Theoretically, that should have led to a breakthrough in the peace process, at least as far as the West Bank was concerned. Conventional wisdom in Israel and in the world said that the violence and corruption that flourished under Arafat’s leadership were the main determinants in the collapse of peace talks and the meltdown of an Israeli “peace camp,” by virtue of the disappointment and lack of trust they created on the Israeli side. But after Arafat, in 2012, the two men in charge of the Palestinian Authority were: Mahmoud Abbas, who all but ignored Israel’s military operations in the Gaza Strip and saw security coordination with Israel as sacred (as he reportedly told a delegation of Israeli peace activists in 2014), and Prime Minister Fayyad, whose main focus was institution-building, and who refrained from almost any type of confrontation with Israel.
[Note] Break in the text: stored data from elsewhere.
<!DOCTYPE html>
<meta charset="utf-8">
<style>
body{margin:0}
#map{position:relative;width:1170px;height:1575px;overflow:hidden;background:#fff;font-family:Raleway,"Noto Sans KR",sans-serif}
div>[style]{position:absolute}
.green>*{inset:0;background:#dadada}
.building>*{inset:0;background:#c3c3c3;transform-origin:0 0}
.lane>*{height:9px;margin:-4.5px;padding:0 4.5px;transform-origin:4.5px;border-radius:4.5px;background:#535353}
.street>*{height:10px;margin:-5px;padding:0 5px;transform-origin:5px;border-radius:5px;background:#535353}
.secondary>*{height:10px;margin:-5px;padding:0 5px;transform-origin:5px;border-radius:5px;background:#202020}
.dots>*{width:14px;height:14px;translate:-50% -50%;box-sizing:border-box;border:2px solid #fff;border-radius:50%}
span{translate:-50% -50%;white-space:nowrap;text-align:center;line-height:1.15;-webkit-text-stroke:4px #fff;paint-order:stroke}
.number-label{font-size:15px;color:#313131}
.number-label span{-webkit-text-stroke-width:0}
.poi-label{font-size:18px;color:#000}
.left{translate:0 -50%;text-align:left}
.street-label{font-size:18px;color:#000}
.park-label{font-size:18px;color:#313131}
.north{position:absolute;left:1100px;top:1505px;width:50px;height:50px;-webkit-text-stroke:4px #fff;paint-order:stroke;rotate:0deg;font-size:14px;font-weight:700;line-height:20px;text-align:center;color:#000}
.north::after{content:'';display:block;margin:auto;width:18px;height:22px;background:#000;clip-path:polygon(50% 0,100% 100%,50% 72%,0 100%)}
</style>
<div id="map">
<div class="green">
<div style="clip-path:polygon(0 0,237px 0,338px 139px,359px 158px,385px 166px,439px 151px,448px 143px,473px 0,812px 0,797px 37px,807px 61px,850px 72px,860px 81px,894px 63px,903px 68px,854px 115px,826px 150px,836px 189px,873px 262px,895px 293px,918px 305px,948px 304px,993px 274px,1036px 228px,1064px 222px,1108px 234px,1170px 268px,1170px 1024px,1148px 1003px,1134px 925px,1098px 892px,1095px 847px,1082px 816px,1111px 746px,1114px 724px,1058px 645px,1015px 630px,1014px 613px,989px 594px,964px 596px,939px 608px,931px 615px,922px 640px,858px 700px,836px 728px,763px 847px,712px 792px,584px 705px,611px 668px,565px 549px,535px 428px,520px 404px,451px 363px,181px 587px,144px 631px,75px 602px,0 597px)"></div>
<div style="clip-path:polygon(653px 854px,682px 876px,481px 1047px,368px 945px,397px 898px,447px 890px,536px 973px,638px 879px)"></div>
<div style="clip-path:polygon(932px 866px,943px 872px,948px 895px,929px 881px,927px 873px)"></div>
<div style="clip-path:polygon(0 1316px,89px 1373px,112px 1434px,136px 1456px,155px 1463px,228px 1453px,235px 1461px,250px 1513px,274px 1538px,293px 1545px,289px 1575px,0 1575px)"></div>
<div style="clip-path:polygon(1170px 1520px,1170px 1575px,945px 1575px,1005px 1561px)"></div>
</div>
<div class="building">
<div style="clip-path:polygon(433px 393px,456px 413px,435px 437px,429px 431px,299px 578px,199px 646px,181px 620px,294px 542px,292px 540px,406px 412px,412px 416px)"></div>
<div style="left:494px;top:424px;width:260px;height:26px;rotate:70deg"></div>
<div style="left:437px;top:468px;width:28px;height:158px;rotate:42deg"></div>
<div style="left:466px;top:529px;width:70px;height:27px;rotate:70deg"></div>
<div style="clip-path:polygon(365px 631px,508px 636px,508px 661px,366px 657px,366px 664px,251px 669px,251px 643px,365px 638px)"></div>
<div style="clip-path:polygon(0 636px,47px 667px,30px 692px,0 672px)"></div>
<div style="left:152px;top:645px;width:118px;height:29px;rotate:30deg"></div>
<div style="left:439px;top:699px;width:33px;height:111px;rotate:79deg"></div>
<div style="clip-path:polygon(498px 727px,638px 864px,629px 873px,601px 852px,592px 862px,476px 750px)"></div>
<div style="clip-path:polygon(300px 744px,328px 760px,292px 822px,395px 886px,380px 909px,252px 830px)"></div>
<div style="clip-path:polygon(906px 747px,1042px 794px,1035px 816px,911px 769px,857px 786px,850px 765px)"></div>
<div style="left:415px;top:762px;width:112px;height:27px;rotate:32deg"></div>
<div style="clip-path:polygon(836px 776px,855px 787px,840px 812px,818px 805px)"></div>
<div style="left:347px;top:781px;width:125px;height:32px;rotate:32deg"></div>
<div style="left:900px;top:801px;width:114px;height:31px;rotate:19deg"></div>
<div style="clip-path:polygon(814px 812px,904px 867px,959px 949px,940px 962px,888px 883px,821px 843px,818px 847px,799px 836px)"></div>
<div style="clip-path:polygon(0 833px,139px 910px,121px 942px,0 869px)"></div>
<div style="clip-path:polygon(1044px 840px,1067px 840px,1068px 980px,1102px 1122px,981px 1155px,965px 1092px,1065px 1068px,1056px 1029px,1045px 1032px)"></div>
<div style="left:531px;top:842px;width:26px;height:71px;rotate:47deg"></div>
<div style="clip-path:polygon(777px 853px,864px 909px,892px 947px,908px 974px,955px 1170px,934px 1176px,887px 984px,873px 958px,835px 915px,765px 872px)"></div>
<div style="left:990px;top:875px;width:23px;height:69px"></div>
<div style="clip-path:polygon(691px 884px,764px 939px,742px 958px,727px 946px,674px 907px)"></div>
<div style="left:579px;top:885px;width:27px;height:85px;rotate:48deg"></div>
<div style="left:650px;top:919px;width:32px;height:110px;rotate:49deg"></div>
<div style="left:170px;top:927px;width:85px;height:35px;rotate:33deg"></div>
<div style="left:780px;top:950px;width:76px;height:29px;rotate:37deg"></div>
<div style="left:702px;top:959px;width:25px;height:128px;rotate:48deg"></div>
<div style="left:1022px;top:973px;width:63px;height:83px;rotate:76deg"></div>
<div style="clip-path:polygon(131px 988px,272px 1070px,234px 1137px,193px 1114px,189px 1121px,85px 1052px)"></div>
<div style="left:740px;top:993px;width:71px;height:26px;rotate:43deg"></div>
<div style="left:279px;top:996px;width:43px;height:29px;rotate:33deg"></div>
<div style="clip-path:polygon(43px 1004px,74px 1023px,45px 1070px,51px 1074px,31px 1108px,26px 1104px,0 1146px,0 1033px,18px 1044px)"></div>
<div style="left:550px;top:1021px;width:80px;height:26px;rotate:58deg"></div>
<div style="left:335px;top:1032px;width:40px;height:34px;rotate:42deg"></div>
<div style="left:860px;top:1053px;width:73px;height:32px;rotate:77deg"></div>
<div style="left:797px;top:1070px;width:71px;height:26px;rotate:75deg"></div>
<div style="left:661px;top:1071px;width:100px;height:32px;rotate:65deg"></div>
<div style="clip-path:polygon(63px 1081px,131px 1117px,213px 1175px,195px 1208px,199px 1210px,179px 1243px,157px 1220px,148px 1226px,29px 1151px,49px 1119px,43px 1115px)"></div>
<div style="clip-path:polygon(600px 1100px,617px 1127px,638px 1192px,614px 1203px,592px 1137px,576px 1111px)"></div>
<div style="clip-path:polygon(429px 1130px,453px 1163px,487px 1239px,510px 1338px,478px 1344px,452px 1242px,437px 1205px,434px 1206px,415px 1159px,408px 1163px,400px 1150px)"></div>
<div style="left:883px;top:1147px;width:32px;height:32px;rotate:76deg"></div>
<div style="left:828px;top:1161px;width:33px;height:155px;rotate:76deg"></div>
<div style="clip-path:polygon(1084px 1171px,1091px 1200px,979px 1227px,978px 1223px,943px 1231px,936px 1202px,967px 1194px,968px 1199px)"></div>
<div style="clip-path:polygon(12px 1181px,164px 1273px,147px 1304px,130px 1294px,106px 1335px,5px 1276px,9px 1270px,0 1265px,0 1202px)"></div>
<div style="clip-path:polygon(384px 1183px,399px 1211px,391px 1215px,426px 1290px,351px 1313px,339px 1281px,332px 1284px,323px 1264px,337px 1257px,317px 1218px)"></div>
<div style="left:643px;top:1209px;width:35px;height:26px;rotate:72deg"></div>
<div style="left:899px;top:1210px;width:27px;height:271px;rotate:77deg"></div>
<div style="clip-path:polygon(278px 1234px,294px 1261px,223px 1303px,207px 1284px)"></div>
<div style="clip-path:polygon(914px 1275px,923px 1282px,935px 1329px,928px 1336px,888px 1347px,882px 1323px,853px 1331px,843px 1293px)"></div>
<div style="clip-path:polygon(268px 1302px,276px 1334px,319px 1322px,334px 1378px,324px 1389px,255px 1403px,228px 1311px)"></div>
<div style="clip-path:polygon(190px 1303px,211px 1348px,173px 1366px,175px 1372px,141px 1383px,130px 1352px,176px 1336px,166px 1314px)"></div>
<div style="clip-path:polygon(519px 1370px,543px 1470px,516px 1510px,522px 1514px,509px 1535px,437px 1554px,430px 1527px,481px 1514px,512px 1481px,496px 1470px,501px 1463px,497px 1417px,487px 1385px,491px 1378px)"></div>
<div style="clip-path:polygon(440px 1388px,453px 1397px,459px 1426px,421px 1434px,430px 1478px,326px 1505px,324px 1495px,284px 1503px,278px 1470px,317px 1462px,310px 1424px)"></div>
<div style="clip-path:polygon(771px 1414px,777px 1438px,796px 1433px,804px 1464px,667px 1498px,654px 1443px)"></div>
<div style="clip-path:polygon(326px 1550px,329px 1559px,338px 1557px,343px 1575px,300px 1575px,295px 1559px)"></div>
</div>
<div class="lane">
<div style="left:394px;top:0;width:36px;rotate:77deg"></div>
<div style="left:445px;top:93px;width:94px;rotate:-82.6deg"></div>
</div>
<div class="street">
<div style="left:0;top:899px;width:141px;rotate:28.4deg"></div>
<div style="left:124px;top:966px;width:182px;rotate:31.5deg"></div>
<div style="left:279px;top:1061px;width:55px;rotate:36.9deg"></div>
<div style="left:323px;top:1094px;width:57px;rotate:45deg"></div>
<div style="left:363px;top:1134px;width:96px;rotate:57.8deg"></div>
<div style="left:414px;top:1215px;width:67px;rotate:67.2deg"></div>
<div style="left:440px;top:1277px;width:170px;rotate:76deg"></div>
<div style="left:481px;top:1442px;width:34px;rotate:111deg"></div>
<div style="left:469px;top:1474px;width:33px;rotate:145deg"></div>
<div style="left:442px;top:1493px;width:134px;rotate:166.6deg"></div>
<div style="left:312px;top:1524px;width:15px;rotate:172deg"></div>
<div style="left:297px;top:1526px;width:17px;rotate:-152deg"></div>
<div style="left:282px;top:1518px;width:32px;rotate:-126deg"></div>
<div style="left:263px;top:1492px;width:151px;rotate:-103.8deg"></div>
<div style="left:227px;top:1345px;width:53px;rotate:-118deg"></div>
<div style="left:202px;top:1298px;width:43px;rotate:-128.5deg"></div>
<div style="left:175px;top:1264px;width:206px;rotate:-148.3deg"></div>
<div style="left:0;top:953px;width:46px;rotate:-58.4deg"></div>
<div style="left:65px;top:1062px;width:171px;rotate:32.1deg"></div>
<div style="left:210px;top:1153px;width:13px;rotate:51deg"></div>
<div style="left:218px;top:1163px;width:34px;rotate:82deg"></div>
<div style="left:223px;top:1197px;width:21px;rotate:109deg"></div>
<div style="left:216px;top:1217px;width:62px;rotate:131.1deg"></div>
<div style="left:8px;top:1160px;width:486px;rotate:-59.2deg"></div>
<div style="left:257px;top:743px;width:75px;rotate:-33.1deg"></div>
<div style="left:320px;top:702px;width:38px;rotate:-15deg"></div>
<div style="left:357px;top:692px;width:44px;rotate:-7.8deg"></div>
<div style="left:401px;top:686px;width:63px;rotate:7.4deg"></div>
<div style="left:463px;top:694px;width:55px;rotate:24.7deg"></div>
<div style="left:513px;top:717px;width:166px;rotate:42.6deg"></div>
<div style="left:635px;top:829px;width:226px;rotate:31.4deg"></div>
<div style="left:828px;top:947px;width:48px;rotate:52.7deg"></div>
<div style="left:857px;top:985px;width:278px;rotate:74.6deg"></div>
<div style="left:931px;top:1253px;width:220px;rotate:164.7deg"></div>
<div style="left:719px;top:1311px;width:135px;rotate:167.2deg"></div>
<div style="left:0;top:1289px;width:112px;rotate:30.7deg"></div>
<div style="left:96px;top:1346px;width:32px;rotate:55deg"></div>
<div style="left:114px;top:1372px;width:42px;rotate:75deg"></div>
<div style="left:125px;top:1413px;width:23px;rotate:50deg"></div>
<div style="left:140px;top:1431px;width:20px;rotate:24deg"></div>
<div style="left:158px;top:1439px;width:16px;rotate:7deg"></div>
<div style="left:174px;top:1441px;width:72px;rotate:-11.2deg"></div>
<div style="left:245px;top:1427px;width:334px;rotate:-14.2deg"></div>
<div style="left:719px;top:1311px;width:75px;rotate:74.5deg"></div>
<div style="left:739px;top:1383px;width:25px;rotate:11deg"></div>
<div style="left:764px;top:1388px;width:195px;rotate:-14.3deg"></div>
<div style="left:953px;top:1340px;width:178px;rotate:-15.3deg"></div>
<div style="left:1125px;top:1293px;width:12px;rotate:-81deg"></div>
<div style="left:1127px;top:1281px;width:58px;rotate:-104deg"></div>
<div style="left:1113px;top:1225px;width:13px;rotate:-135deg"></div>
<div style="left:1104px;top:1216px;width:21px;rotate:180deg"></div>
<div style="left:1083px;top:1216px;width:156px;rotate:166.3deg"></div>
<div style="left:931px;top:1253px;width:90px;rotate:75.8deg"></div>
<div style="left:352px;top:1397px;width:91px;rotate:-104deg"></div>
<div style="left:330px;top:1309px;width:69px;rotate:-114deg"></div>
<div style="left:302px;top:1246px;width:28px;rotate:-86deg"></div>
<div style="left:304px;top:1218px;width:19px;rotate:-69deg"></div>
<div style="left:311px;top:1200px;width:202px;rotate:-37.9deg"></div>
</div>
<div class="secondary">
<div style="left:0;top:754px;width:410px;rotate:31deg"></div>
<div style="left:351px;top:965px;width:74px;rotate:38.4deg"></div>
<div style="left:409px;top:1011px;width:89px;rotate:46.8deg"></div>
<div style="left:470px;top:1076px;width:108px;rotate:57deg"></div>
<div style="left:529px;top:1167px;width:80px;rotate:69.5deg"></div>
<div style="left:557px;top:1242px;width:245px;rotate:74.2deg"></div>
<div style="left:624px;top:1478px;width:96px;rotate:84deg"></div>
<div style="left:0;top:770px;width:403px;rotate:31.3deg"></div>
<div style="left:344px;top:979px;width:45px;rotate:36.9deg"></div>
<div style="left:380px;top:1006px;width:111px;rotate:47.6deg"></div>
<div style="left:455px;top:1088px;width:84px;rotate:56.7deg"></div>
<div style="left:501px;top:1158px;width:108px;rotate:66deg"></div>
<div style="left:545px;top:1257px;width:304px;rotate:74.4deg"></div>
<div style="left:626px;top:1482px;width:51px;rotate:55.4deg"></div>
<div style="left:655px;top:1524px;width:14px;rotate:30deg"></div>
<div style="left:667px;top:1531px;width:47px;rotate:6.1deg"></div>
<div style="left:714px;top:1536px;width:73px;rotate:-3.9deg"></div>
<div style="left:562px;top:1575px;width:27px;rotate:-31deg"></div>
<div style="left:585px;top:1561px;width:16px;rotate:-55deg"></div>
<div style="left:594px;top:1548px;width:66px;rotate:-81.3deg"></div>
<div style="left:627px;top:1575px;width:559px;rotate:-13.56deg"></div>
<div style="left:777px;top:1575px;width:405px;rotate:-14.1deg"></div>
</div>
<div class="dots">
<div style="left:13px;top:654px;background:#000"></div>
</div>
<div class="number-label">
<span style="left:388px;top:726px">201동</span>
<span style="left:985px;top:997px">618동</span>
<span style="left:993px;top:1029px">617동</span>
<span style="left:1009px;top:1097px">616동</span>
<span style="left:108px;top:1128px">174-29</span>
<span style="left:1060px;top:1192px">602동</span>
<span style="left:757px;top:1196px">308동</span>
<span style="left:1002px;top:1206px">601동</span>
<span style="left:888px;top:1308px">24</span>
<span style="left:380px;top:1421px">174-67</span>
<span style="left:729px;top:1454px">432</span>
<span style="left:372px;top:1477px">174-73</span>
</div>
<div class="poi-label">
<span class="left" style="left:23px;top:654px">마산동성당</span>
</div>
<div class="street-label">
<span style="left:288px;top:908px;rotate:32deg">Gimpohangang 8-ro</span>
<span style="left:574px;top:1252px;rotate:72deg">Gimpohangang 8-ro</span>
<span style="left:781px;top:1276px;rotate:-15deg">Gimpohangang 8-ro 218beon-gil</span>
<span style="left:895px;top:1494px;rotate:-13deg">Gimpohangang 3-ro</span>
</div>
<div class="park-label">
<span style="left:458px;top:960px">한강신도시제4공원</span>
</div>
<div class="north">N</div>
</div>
Instead, the exact opposite happened: Israel’s interest in the peace process completely died out. Prime Minister Netanyahu, who thee years earlier agreed under the duress of American threats to the idea of a Palestinian state, began laying more and more obstacles in its path. Recognition of Israel as a Jewish state was added as a new “core issue” in negotiations. Netanyahu’s demand that Israel maintain complete freedom of military action in a future Palestinian state hollowed out the very idea of Palestinian sovereignty. “Economic peace,” which had been Netanyahu’s proposed alternative to actual peace during the 2009 elections, turned out to be an empty slogan. Settlement construction and expansion continued unabated, and the settler population in the West Bank rose, according to data collected by Peace Now, by around 15,000.
In the summer of 2012, only 55 percent of Israelis supported peace talks with the Palestinians, compared to around 70 percent at the start of 2003 — the height of the Second Intifada. The Israeli street was putting zero pressure on the government to resolve the conflict; to drive the point home, the Labor Party’s campaign that year completely ignored the Palestinian issue, and the “security” platform it did put forward didn’t include the word “peace” even once. In short, complying with Israel and the international community’s demands didn’t get the Palestinians any closer to their own state, and certainly didn’t bring the occupation any closer to its end.
It has actually been uprisings and the application of pressure on Israel that handed the Palestinians their most significant achievements over the years. On the eve of the First Intifada, Israel rejected the favorable Peres–Hussein London Agreement, which would have handed control of the West Bank back over to Jordan. After the intifada, the Israeli government agreed to negotiate with the PLO for the first time, and agreed to allow its leaders to return from exile to the West Bank and Gaza. The Second Intifada broke the taboo surrounding the withdrawal from settlements anywhere in the greater Land of Israel, ultimately leading with Ariel Sharon’s Disengagement Plan from Gaza; after the Disengagement, Sharon’s (and then Olmert’s) Kadima party won elections on a platform calling for an even broader, and significant, unilateral withdrawal from parts of the West Bank.
In the same vein, the violence in Jerusalem in the summer of 2015 opened up cracks in the consensus about the city’s municipal boundaries, and these days even right-wingers are advocating abandoning Jerusalem’s Palestinian neighborhoods that have been cut off by the separation wall. During quiet periods the two sides grew further and further apart, and it was in times of violence that the two nations suddenly found flexibility in their positions. All that defies everything we tell ourselves about prospects for peace.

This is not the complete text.